§ Work to complete
Within the data below, state how many lines contain the string "small". Provide the number only.

§ Supplied data
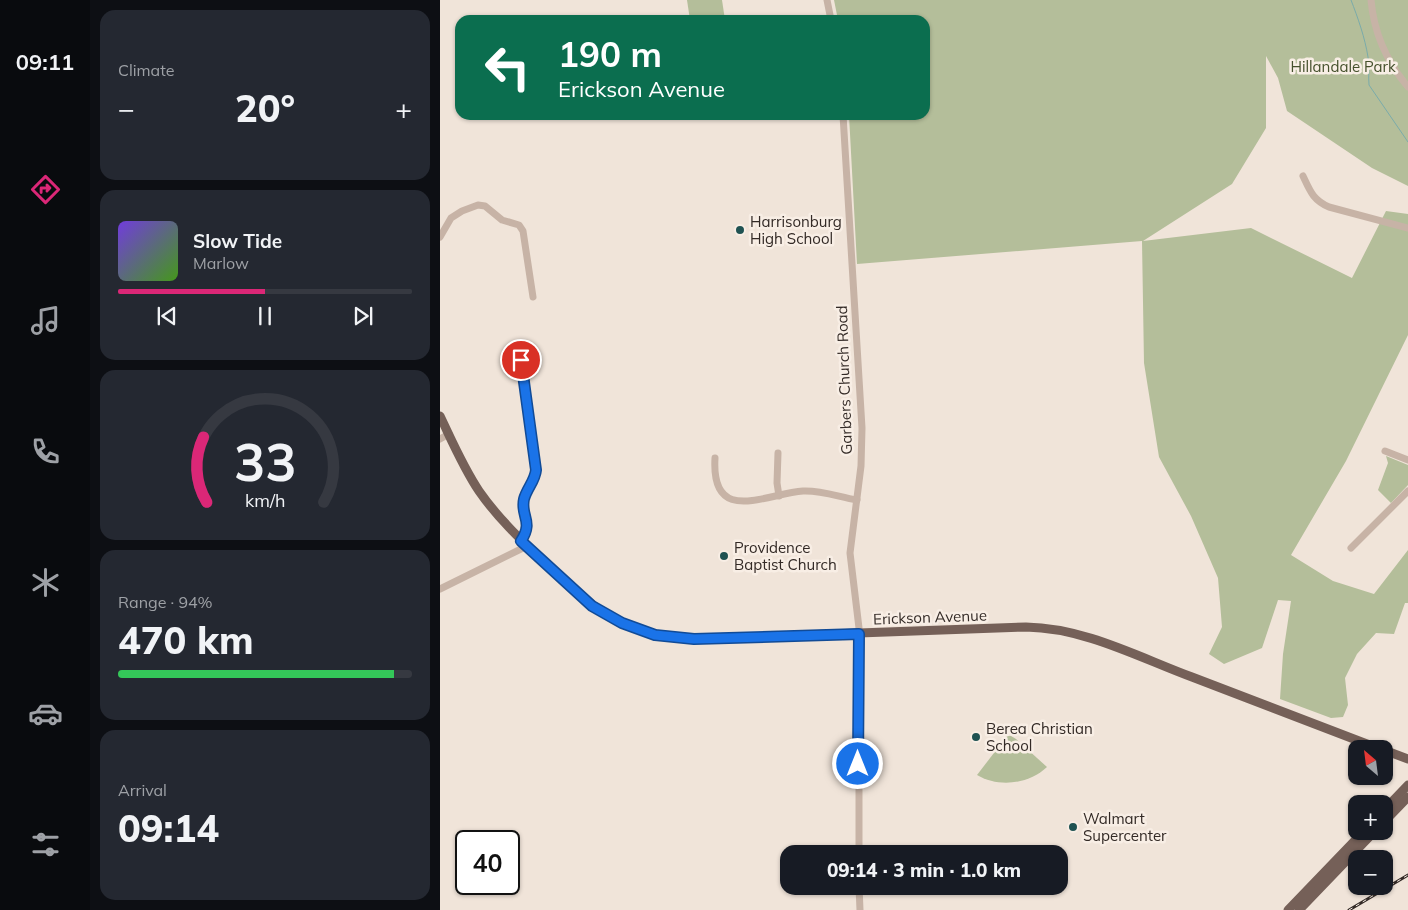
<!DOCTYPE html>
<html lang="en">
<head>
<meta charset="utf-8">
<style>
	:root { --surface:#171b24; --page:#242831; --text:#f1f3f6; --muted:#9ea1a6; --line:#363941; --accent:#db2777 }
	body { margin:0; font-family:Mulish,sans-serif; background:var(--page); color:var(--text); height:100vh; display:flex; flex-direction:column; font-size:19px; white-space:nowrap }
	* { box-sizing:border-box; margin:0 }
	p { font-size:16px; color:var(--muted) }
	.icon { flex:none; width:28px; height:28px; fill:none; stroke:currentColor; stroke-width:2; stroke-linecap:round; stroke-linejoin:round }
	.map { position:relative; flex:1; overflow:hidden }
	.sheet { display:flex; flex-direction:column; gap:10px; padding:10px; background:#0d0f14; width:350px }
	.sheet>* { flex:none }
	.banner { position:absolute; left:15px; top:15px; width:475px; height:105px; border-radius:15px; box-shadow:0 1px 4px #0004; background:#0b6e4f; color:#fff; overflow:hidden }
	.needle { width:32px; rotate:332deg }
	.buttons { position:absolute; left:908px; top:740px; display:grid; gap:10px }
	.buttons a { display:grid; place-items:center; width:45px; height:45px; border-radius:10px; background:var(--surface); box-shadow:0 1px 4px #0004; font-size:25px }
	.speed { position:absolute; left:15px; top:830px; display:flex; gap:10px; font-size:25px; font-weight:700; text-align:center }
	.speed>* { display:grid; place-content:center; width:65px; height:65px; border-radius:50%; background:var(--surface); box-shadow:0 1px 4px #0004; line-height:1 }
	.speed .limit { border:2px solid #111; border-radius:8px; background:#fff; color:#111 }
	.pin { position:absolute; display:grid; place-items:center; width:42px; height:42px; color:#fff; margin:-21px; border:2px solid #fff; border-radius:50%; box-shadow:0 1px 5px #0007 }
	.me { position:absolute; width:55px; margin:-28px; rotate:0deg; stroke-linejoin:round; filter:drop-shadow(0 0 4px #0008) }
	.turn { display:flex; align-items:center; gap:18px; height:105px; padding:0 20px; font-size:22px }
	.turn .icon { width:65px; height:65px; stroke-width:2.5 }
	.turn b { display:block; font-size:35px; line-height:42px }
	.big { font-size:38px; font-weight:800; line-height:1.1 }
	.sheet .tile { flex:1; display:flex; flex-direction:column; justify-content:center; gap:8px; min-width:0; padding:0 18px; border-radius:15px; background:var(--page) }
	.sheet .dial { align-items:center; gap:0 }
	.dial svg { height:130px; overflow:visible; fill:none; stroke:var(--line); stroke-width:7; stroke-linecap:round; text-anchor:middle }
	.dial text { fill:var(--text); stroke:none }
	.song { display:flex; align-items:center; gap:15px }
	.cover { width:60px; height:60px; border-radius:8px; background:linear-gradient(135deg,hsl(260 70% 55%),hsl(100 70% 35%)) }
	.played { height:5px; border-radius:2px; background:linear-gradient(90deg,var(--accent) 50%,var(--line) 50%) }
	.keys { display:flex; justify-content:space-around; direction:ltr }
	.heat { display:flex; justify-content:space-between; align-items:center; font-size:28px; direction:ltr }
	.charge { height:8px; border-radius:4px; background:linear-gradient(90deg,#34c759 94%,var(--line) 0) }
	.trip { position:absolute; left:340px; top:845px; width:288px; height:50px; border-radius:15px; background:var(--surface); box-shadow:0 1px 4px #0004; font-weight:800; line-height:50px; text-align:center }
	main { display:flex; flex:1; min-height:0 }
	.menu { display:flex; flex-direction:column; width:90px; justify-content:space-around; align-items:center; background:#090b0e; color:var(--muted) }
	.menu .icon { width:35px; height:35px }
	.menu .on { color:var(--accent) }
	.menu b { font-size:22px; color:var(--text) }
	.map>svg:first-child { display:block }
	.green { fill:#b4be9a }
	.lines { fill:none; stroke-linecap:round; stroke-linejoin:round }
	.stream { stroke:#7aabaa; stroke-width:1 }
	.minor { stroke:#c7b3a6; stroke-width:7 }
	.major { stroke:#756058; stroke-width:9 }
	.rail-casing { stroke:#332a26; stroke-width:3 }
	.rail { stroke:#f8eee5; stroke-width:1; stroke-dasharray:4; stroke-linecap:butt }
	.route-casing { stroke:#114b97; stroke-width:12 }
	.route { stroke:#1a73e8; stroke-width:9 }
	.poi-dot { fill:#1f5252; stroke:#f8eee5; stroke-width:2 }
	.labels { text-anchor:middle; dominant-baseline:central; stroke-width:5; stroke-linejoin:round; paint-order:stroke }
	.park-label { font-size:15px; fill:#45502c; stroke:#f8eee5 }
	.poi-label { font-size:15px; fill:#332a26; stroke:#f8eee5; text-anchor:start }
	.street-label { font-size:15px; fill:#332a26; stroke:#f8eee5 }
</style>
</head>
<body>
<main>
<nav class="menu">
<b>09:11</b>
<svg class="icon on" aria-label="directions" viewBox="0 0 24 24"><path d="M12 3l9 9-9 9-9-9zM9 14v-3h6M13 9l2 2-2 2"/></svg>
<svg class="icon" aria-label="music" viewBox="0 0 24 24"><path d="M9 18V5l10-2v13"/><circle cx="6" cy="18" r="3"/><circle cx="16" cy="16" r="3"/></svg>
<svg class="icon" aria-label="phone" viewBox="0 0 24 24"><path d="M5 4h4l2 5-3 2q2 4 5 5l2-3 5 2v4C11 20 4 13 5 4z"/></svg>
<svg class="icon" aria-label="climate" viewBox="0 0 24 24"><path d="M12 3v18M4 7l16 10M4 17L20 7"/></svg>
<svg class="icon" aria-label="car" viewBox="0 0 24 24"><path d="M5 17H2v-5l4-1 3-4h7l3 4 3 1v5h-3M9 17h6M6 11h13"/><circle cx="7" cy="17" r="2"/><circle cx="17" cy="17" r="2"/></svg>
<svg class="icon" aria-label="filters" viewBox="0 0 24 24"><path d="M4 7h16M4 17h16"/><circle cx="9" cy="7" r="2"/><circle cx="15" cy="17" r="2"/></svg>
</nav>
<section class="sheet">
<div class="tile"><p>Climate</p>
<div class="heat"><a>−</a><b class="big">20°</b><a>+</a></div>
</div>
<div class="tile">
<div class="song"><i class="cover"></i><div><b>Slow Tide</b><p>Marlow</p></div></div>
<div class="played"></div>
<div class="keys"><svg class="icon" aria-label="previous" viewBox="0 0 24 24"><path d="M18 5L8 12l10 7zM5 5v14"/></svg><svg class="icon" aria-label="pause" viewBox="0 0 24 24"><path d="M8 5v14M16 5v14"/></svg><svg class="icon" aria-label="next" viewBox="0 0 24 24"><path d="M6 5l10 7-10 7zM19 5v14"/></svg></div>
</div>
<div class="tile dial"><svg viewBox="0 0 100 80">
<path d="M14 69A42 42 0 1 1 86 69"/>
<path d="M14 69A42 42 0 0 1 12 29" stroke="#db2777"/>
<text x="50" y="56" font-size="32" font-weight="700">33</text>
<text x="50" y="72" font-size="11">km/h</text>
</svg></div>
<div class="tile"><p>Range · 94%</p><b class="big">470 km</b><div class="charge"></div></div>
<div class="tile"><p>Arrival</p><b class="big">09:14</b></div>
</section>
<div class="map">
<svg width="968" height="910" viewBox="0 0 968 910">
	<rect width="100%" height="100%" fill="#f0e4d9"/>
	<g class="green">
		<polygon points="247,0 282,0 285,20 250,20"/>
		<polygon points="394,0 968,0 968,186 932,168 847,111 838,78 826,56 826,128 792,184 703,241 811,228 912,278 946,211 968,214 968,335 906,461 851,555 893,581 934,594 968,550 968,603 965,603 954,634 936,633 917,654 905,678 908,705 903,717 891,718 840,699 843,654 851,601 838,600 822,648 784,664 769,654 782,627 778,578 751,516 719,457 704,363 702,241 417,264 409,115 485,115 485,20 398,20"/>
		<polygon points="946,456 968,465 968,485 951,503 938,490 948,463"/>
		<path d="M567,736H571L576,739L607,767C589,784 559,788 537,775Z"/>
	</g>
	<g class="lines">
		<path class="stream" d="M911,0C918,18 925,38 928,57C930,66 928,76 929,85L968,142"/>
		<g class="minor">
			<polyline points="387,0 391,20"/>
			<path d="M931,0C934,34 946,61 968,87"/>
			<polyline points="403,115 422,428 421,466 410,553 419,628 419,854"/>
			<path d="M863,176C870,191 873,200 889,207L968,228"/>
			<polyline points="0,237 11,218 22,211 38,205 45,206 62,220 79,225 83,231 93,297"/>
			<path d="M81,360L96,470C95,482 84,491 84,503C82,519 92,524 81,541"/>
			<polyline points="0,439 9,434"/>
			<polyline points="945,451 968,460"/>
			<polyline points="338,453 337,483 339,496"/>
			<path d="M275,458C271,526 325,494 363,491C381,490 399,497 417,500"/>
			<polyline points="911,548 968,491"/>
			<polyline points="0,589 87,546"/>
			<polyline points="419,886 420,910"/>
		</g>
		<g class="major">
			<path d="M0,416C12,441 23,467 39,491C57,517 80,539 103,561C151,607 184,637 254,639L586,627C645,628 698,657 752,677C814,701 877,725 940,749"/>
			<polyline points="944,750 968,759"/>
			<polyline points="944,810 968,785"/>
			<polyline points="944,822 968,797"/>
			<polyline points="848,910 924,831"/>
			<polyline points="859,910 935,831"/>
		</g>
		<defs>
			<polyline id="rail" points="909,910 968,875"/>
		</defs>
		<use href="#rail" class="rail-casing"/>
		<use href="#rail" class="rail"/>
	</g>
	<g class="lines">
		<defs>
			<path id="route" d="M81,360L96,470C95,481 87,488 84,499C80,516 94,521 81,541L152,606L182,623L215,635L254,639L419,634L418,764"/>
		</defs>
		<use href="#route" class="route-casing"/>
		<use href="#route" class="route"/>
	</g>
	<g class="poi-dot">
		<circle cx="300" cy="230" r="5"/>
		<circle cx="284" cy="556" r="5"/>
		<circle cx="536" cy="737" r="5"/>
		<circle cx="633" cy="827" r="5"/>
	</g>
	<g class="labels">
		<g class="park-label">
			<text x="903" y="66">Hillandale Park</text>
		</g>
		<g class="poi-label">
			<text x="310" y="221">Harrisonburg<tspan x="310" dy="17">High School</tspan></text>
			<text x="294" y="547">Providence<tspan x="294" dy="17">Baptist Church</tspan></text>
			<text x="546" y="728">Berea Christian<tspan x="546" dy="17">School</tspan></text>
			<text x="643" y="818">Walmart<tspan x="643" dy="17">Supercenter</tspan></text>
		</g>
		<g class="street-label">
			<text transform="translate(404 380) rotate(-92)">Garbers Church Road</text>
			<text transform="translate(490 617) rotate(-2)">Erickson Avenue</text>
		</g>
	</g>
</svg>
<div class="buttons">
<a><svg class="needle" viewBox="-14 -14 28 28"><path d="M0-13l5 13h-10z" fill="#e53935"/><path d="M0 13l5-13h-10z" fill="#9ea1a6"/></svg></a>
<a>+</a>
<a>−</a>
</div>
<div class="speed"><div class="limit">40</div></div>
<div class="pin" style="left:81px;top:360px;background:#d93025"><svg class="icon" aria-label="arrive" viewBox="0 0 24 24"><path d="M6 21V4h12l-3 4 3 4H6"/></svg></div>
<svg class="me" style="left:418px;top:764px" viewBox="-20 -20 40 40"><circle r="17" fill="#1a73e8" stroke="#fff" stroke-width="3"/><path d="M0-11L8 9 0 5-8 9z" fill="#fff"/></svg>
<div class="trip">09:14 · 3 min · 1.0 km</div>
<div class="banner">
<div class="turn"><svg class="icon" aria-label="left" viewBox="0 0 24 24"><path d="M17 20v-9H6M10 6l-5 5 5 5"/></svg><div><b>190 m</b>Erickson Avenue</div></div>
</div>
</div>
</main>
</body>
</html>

==

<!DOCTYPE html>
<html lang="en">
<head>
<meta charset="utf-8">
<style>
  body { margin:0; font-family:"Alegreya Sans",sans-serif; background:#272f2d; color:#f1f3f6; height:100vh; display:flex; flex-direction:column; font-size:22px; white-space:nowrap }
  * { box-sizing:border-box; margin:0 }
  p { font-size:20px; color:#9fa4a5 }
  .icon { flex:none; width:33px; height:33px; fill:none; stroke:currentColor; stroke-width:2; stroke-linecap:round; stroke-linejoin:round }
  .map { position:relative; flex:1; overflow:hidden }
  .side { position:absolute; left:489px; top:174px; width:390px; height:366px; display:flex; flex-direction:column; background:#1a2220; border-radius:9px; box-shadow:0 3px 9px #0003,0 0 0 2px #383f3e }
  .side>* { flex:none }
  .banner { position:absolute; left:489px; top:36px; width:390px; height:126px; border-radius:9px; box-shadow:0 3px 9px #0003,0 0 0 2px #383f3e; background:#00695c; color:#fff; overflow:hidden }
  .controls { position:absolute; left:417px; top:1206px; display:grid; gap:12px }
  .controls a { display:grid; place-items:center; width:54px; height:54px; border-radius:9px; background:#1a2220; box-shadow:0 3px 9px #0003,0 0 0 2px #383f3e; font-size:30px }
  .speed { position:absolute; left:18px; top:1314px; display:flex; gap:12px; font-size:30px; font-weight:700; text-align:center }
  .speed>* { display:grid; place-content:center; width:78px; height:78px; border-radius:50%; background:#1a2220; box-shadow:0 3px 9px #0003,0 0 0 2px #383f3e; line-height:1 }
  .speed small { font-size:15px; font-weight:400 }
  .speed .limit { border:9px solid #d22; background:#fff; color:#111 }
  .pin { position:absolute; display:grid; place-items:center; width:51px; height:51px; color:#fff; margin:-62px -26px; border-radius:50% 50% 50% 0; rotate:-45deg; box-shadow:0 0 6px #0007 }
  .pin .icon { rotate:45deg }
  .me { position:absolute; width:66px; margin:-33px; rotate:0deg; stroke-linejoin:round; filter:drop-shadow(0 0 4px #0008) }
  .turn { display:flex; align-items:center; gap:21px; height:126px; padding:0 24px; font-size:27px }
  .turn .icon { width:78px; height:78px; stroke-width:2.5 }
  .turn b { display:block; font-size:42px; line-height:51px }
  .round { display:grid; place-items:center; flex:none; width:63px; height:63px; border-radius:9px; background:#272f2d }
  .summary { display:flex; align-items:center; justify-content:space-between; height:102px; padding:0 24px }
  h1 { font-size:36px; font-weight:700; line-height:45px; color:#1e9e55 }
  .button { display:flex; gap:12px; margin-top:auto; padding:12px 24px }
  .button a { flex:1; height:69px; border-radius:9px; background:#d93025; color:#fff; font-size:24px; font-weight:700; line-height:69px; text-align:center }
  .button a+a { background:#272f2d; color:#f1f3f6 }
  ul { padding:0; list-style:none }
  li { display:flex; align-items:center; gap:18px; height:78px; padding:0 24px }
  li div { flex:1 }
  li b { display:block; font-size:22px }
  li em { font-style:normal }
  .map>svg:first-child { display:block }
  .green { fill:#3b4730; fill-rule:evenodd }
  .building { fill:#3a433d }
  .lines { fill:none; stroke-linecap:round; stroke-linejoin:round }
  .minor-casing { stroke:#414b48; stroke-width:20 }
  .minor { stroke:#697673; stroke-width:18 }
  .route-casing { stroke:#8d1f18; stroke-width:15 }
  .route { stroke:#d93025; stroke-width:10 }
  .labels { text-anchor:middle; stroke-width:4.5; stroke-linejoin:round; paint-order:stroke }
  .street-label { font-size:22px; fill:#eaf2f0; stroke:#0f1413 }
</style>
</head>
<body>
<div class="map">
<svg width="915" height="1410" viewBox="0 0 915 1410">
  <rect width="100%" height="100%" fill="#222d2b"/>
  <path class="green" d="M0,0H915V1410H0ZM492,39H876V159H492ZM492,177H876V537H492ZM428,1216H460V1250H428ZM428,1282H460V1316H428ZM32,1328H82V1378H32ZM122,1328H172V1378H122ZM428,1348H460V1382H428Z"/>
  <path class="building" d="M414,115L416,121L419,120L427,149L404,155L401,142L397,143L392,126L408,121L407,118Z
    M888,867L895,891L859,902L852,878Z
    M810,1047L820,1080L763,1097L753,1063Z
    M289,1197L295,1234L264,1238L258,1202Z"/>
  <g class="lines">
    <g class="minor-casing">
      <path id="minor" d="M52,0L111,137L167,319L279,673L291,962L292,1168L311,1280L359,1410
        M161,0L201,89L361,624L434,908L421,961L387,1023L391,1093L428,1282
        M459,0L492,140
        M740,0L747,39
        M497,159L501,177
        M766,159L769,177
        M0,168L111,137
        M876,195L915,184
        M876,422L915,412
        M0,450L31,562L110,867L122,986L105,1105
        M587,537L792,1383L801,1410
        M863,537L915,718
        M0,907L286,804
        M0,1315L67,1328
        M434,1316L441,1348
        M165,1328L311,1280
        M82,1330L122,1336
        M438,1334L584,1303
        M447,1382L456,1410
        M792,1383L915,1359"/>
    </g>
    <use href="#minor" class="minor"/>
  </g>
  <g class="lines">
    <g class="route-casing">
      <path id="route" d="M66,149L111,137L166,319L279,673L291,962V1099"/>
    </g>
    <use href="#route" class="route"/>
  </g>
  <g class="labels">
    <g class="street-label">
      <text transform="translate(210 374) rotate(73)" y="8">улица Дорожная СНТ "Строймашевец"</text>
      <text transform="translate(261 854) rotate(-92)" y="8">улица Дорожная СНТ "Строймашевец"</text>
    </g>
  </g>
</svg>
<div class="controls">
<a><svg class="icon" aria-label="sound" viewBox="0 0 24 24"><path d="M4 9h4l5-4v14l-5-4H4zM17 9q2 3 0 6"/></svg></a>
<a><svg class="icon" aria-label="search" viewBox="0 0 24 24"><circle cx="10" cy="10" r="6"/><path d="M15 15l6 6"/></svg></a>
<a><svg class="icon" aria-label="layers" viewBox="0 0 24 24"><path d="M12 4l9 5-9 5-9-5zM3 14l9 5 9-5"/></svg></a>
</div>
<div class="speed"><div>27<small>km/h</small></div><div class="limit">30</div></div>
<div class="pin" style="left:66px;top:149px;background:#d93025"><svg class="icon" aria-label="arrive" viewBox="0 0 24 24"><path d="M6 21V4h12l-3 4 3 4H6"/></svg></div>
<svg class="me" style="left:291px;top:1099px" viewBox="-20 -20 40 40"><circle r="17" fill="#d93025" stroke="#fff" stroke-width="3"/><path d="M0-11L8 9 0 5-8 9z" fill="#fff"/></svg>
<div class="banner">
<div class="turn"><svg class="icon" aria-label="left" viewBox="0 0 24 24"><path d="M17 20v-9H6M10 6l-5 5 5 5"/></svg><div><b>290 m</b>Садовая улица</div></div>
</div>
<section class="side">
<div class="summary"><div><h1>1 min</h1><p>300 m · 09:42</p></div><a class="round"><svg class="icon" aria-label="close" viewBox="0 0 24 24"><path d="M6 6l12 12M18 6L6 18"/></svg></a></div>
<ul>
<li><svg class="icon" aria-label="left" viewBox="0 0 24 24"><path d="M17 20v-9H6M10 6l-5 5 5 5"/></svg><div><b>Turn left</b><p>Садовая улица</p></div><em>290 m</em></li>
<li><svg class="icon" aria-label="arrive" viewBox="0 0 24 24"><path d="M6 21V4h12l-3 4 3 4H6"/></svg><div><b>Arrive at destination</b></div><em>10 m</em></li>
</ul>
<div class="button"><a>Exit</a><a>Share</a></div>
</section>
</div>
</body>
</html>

§ Expected answer
2